TSXV:ID Historical Debt, November 13th 2019

It can be extremely risky to invest in a company that doesn't even have revenue. There's no way to know its value easily. Would it bother you if insiders were selling the stock? I'd like that just about as much as I like to drink milk and fruit juice mixed together. You can click here to see if there are insiders selling.

A Different Perspective

Over the last year, Identillect Technologies shareholders took a loss of 89%. In contrast the market gained about 10%. However, keep in mind that even the best stocks will sometimes underperform the market over a twelve month period. The three-year loss of 59% per year isn't as bad as the last twelve months, suggesting that the company has not been able to convince the market it has solved its problems. We would be wary of buying into a company with unsolved problems, although some investors will buy into struggling stocks if they believe the price is sufficiently attractive. Before spending more time on Identillect Technologies it might be wise to click here to see if insiders have been buying or selling shares.
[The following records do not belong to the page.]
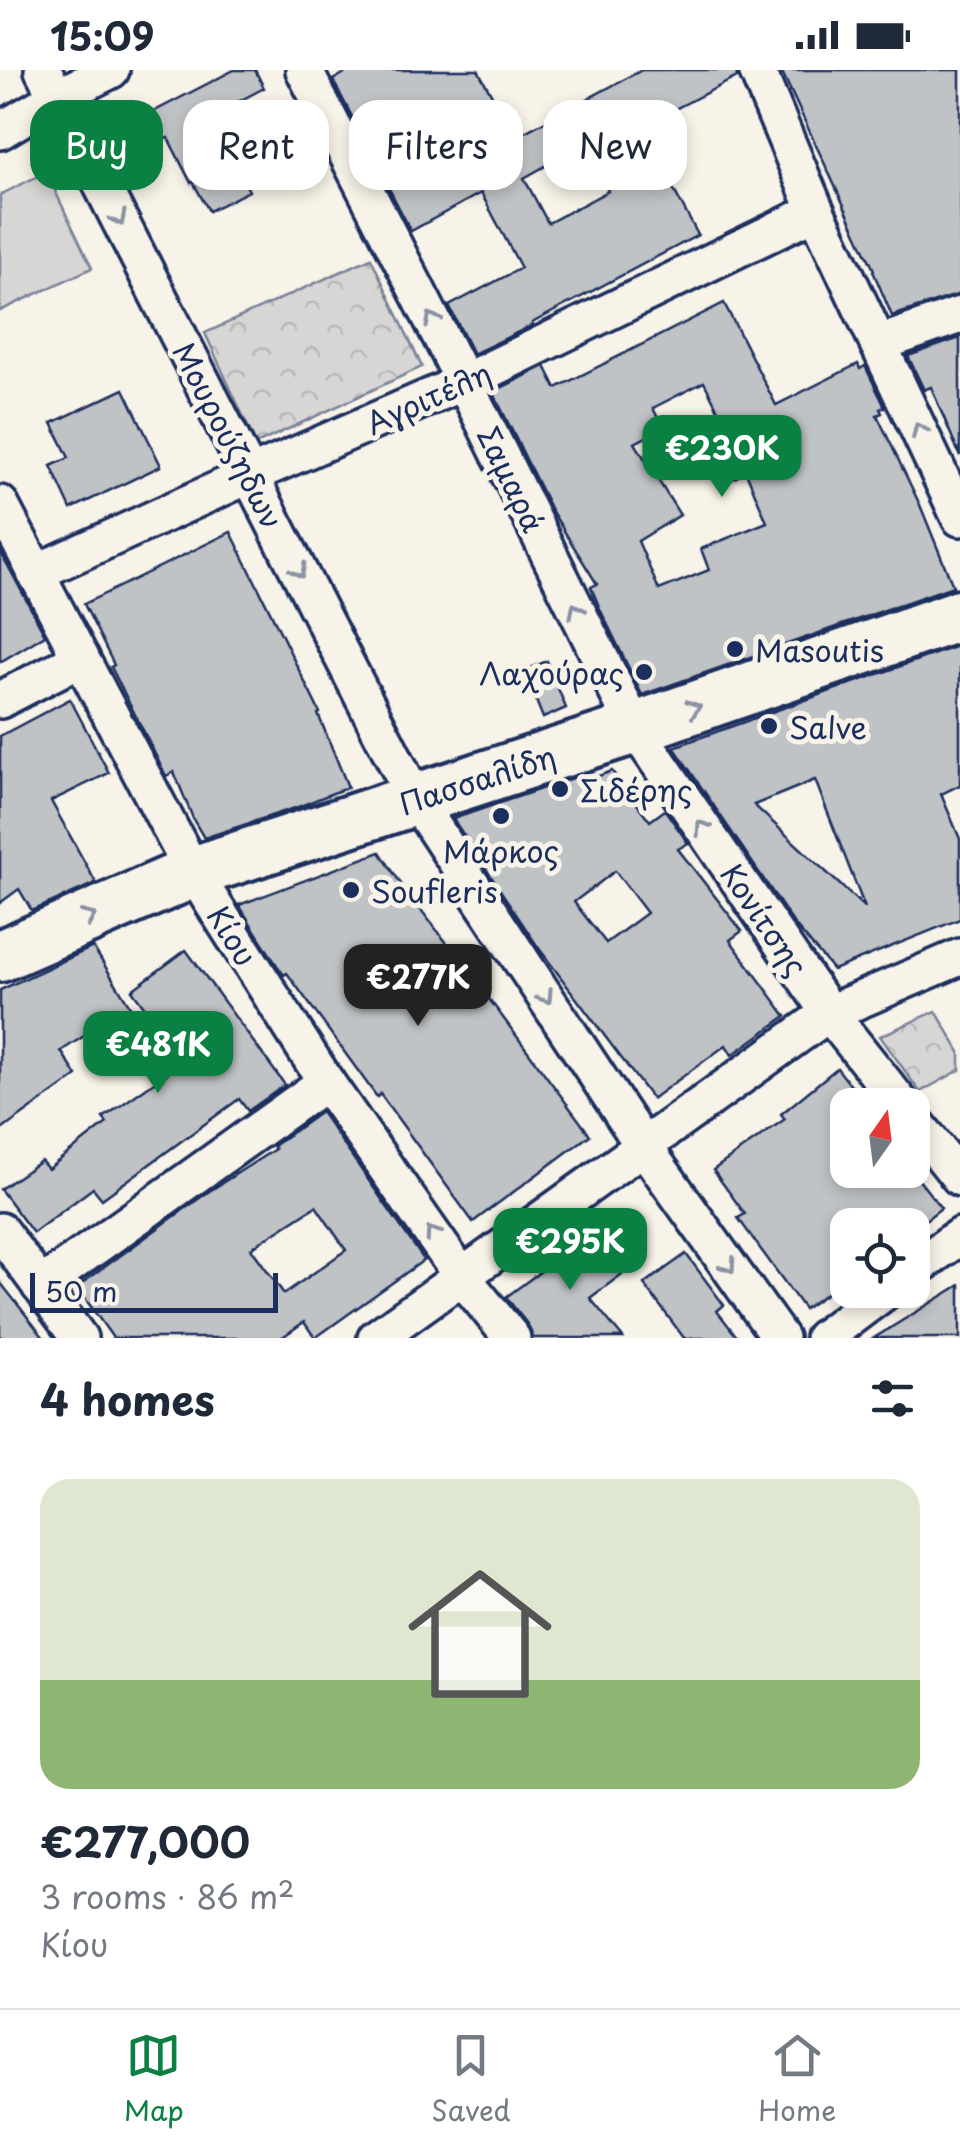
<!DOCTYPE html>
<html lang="en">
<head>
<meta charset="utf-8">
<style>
	body { margin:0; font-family:"Playpen Sans",sans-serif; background:#f6f6f7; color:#1f2937; height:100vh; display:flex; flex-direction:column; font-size:38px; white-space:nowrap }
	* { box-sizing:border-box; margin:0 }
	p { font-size:32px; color:#747a83 }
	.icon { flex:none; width:55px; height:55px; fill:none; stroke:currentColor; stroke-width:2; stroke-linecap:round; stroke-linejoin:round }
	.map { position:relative; height:1268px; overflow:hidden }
	.details { display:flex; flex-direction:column; background:#fff; flex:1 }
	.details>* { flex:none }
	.banner { position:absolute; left:30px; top:30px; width:900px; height:90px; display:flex; gap:20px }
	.needle { width:65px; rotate:14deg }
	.fabs { position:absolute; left:830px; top:1018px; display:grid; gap:20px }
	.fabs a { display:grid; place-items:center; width:100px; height:100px; border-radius:20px; background:#fff; box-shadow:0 5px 15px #0003; font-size:50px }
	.scale { position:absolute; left:30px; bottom:25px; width:248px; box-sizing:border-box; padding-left:10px; border:5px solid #1b2f5e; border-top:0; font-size:28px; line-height:35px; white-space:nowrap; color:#1b2f5e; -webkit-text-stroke:8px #f7f3e8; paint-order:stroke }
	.price { position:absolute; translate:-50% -85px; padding:0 22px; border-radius:20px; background:#0b8043; color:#fff; font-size:32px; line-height:65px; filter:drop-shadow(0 2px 5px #0008) }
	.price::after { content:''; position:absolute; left:50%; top:60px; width:30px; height:22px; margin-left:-15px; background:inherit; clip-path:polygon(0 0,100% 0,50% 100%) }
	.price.selected { background:#222; color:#fff }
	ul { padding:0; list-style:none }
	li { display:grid; align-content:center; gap:20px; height:530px; padding:0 40px }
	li+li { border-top:2px solid #e0e1e3 }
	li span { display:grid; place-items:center; height:310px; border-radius:30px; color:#555 }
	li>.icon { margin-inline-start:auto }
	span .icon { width:180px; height:180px; fill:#fffc; stroke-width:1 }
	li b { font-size:42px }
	h2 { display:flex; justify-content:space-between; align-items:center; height:120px; padding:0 40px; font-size:42px }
	.pill { padding:0 35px; border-radius:30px; background:#fff; box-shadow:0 5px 15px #0003; font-size:35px; line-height:90px }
	.pill.selected { background:#0b8043; color:#fff }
	.status { display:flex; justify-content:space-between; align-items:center; height:70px; padding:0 50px; background:#fff; direction:ltr }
	.status svg { height:28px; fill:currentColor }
	.menu { display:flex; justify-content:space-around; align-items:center; height:140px; border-top:2px solid #e0e1e3; background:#fff; font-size:28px; color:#747a83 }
	.menu a { display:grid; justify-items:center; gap:5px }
	.menu .selected { color:#0b8043 }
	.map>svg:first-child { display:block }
</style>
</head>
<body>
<div class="status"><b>15:09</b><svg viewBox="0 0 49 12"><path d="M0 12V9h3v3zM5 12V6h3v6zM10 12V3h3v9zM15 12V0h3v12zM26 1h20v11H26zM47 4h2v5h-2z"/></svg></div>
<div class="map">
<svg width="960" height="1268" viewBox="0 0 960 1268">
	<defs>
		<pattern id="park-crowns" width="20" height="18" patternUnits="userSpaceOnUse" patternTransform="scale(2.5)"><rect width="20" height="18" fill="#d7d6d4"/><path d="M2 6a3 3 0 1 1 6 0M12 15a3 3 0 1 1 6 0" fill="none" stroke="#b8b8b8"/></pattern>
	</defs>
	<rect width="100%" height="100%" fill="#f7f3e8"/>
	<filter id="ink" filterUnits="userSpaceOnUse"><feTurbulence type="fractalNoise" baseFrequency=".01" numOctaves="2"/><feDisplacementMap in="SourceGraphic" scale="20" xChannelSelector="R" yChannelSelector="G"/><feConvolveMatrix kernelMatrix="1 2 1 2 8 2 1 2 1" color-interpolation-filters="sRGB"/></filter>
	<g filter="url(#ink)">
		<path fill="#d7d6d4" stroke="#798299" stroke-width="2.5" d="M46 102 92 198 0 241V125Z"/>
		<g fill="url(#park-crowns)" stroke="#798299" stroke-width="2.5">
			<path d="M371 188 422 297 256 374 205 263Z"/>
			<path d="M936 941 960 982V1000L920 1022 880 966Z"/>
		</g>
		<g fill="#c0c3c5" stroke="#1b2f5e" stroke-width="2.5" fill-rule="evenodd">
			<path d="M234 0H255L264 18 211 46 249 121 209 141 193 112 191 113 168 68 164 69 151 43Z"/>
			<path d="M350 0H478L515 67 642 0H736L737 7 640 57 698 165 532 253 533 255 473 284 449 236 521 198 481 123 411 161 333 10ZM583 75 608 121 548 153 524 108Z"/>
			<path d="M781 0H960V224L892 246 873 201 874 200Z"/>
			<path d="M724 233 776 335 858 294 860 299 865 296 885 337 880 339 882 343 877 345 920 435 953 516 642 625 600 539 591 517 597 514 551 440 493 322 545 296 556 318ZM704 312 735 373 715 383 729 411 746 402 767 452 701 479 709 500 659 520 638 471 680 445 635 373 663 358 653 338Z"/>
			<path d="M960 268V386L931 317 924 320 908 286Z"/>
			<path d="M124 319 161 396 71 439 51 396 69 388 52 353Z"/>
			<path d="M231 462 320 643 318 644 348 717 298 737 204 768 194 751 174 702 166 706 153 680 111 597 114 595 84 534Z"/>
			<path d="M0 481 45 565 0 592Z"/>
			<path d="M960 575V715L941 724 960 769V849L833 900 794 854 674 677ZM815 710 865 838 754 735Z"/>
			<path d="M547 591 566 638 543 648 524 601Z"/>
			<path d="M70 629 109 703 51 731 96 813 32 841 19 819 0 833V666Z"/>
			<path d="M612 701 650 751 665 740 688 773 678 779 742 861 730 870 786 946 732 985 726 975 652 1029 538 877 453 749 579 706 582 712ZM615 801 647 843 606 873 574 832Z"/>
			<path d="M380 782 403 817 461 891 590 1065 473 1152 380 1024 377 1027 287 903 284 905 278 897 239 835Z"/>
			<path d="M93 877 130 936 61 981 77 1006 0 1061V920Z"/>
			<path d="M186 880 285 1015 248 1041 239 1029 102 1129 93 1118 33 1163 0 1119 41 1091 48 1099 107 1053 103 1048 184 991 132 920Z"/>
			<path d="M837 998 862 1030 856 1035H848V1100H911L941 1138 919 1155H848V1208L804 1239 738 1148 745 1144 713 1100 785 1049 781 1044Z"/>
			<path d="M321 1042 424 1190 315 1268 304 1252 281 1268H113L77 1217 208 1122 275 1079 273 1076ZM316 1136 346 1180 284 1224 251 1178Z"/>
			<path d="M598 1159 625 1202 590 1228 623 1268H533L528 1255 506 1227Z"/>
			<path d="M686 1184 724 1235 717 1241 738 1268H684L644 1214Z"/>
			<path d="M0 1212 44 1268H0Z"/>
			<path d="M960 1215V1268H874Z"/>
		</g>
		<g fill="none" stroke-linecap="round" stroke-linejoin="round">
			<g stroke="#1b2f5e" stroke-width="42">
				<g id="street">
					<path d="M43 0 415 729 644 1077 780 1268"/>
					<path d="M304 0 464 312 635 658 829 943 902 1035"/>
					<path d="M757 0 816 141 960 448"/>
					<path d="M0 61 57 27 111 0"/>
					<path d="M878 274 960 245"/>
					<path d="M0 434 193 802 326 1012 463 1208 512 1268"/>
					<path d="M35 503 250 405 464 312 816 141"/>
					<path d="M0 630 81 588"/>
					<path d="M912 1048 960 1108"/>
					<path d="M0 1161 79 1268"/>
					<path d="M912 1201 960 1166"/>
					<path d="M40 1216 326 1012"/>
					<path d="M376 1268 829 943 960 887"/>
					<path d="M823 1268 887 1220"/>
				</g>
			</g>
			<g stroke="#1b2f5e" stroke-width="58">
				<path id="secondary" d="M0 886 193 802 635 658 960 545"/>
			</g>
			<use href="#street" stroke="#f7f3e8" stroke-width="35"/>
			<use href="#secondary" stroke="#f7f3e8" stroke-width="50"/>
		</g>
		<defs><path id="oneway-chevron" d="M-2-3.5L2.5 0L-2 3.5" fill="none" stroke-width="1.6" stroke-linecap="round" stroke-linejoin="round" transform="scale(2.5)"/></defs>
		<g stroke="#8991a3">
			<use href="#oneway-chevron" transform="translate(119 149) rotate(63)"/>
			<use href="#oneway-chevron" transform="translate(432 249) rotate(-117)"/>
			<use href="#oneway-chevron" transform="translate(919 360) rotate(-115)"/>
			<use href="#oneway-chevron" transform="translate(299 501) rotate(63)"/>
			<use href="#oneway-chevron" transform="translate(576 540) rotate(-116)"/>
			<use href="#oneway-chevron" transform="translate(694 638) rotate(-19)"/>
			<use href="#oneway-chevron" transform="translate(702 757) rotate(-124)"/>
			<use href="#oneway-chevron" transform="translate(89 847) rotate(-24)"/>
			<use href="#oneway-chevron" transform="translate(546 927) rotate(57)"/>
			<use href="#oneway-chevron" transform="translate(432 1163) rotate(-125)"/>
			<use href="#oneway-chevron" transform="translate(729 1196) rotate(55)"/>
		</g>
	</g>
	<g fill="#1b2f5e" stroke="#f7f3e8" stroke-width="4">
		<circle cx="735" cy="579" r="10"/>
		<circle cx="644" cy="602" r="10"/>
		<circle cx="769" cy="656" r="10"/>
		<circle cx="560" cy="719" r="10"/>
		<circle cx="501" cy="746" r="10"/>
		<circle cx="351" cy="820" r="10"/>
	</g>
	<g text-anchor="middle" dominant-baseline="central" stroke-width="10" stroke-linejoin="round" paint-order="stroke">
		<g font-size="30" fill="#1b2f5e" stroke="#f7f3e8">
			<text transform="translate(428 327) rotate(-24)">Αγριτέλη</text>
			<text transform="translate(229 365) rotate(63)">Μουρούζηδων</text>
			<text transform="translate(512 409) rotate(64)">Σαμαρά</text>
			<text transform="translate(477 709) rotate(-18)">Πασσαλίδη</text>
			<text transform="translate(765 849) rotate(56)">Κονίτσης</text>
			<text transform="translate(233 865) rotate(58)">Κίου</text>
		</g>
		<g font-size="30" fill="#1b2f5e" stroke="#f7f3e8" text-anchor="start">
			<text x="755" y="579">Masoutis</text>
			<text x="624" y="602" text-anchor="end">Λαχούρας</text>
			<text x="789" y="656">Salve</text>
			<text x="580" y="719">Σιδέρης</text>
			<text x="501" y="780" text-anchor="middle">Μάρκος</text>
			<text x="371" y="820">Soufleris</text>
		</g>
	</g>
</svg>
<div class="fabs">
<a><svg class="needle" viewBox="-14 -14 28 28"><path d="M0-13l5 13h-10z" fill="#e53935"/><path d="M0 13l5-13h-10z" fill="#747a83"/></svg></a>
<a><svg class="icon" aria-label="locate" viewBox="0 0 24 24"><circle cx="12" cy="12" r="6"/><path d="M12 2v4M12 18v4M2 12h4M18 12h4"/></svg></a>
</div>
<div class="scale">50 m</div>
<b class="price" style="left:722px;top:430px">€230K</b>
<b class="price selected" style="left:418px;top:959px">€277K</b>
<b class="price" style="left:158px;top:1026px">€481K</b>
<b class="price" style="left:570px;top:1223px">€295K</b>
<div class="banner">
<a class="pill selected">Buy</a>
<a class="pill">Rent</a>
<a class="pill">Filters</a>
<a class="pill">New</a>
</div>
</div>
<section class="details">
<h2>4 homes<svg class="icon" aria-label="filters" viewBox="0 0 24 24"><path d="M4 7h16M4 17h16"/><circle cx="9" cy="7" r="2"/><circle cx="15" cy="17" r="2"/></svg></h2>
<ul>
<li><span style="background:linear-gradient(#dfe7d0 65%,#8fb573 0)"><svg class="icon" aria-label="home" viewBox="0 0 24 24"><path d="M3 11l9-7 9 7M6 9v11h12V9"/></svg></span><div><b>€277,000</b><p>3 rooms · 86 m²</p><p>Κίου</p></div></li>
</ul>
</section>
<nav class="menu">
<a class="selected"><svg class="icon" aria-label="map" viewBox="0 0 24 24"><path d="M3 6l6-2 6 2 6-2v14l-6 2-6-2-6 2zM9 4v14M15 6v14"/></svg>Map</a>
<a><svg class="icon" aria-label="saved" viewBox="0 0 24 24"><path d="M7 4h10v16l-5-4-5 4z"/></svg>Saved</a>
<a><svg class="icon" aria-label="home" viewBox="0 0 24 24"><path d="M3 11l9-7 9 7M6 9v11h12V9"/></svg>Home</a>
</nav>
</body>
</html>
But note: Identillect Technologies may not be the best stock to buy. So take a peek at this free list of interesting companies with past earnings growth (and further growth forecast).

Please note, the market returns quoted in this article reflect the market weighted average returns of stocks that currently trade on CA exchanges.

We aim to bring you long-term focused research analysis driven by fundamental data. Note that our analysis may not factor in the latest price-sensitive company announcements or qualitative material.

If you spot an error that warrants correction, please contact the editor at editorial-team@simplywallst.com. This article by Simply Wall St is general in nature. It does not constitute a recommendation to buy or sell any stock, and does not take account of your objectives, or your financial situation. Simply Wall St has no position in the stocks mentioned. Thank you for reading.